Baithak Gana (Sarnami: बैठक गाना, بیتک گانا) is a form of music originating in Suriname by the Indo-Surinamese community. Baithak is a social gathering. It is a mix of Hindustani folk music with other Caribbean influences. It is similar to Chutney music that originated in Trinidad and Tobago. The most popular exponent in Surinam of the genre were Ramdew Chaitoe and Dropati.

== Instruments ==

In basic Baithak Gana there are three instruments, harmonium, dholak and the dhantal. The harmonium is a free-standing keyboard instrument similar to a reed organ. The dholak is a double headed drum that originated in Northern India, however, it is still used in the folk songs from Pakistan or Nepal.

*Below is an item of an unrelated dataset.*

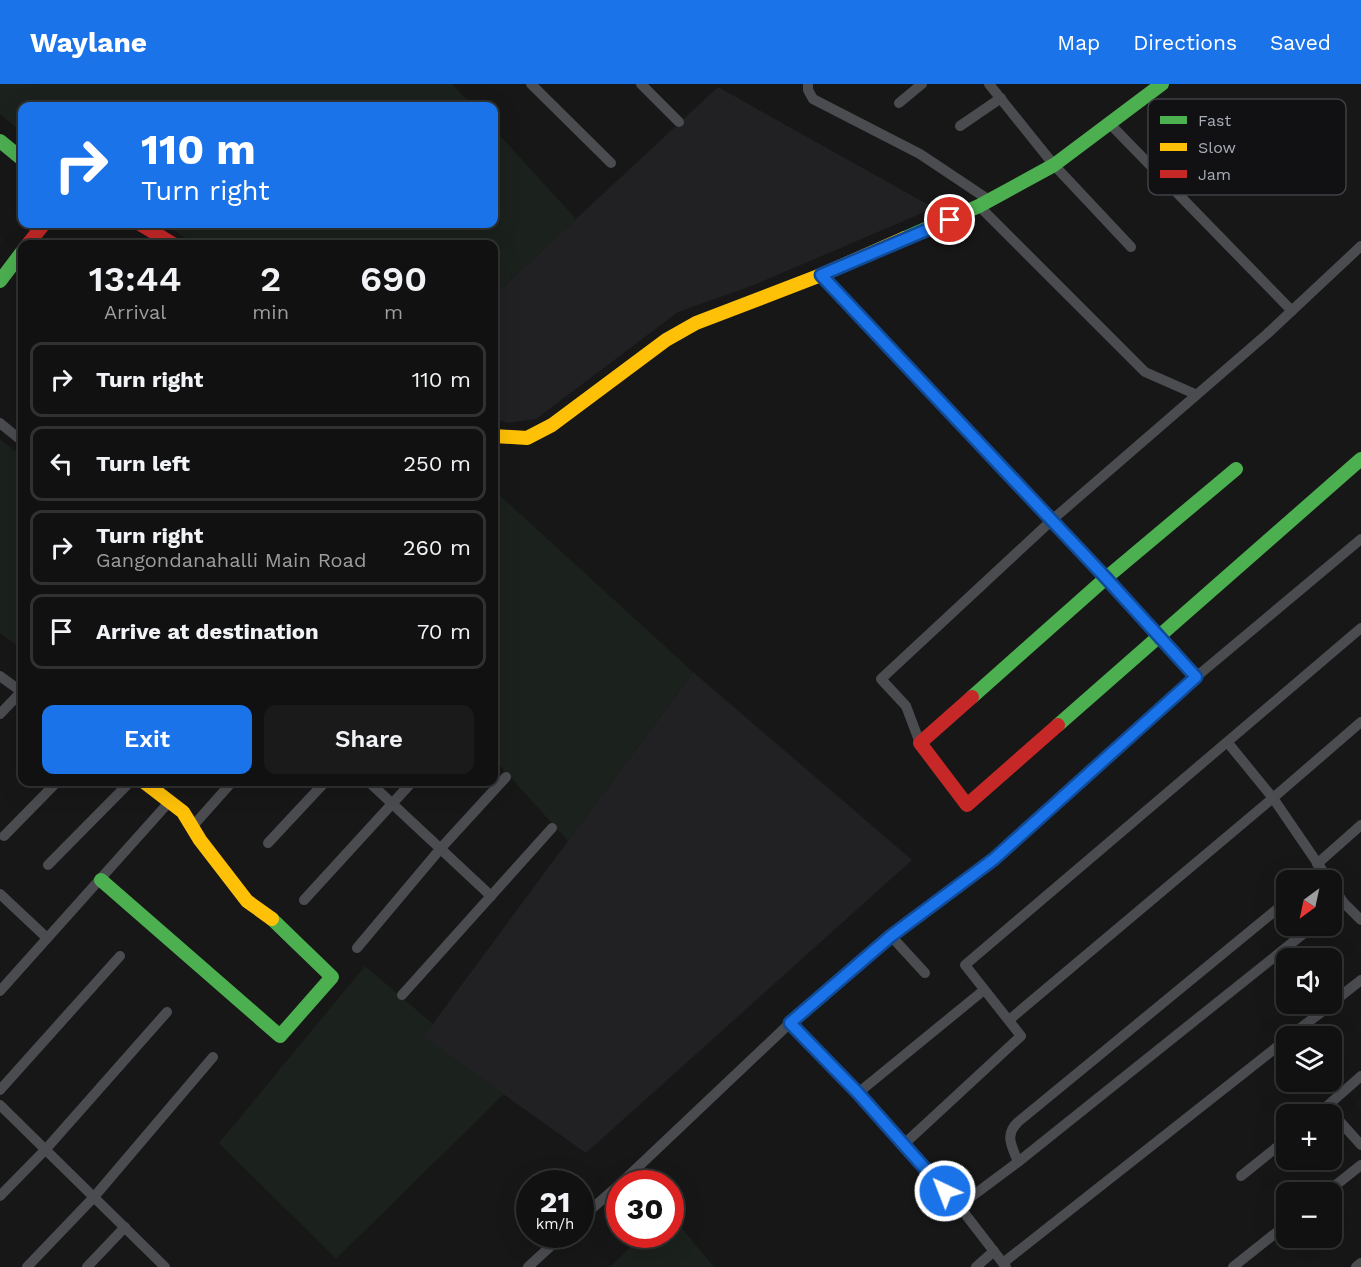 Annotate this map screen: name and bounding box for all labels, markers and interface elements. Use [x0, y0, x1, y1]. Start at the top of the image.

The last instrument that is used in this style of music is the dhantal which serves as the rhythmic piece of the ensemble, it consists of a long steel rod which is then "struck" by a U-formed piece, the origin of this device is unclear, as it may have been brought by the Indian indentured-laborers. The origin of the dhantal was formed from the use of a long steel rod with an almost-enclosed circle tip at the end used in the yoke of bull-driven carts that were used to transport sugar cane to guide the bulls. The U-shaped handle piece was derived from the use of a horse shoe.

== Places ==

Baithak Gana has its roots from the North Indian styles of music. The contract labours brought this form of style of music from India to South American, Caribbean, Oceanian, and African countries. In South America, you can think of the countries of Suriname and Guyana. In the Caribbean you can think of the countries of Trinidad and Tobago and Jamaica. In Oceania they mean the country Fiji. In Africa they mean the countries of Mauritius and South Africa. With the migration of the Indian community Baithak Gana has been exported to the Netherlands, the United States and Canada.

After the independence of Suriname in 1975, many Indo-Surinamese people migrated to the Netherlands and took their folk music along. Almost 40 years later the folk music has evolved into a new style. Implementing new music instruments such as a synthesizers and electronic drums.

== Artists and Musicians ==

Noteworthy artists that had a significant influence on Baithak Gana are Ramdew Chaitoe and Dropati.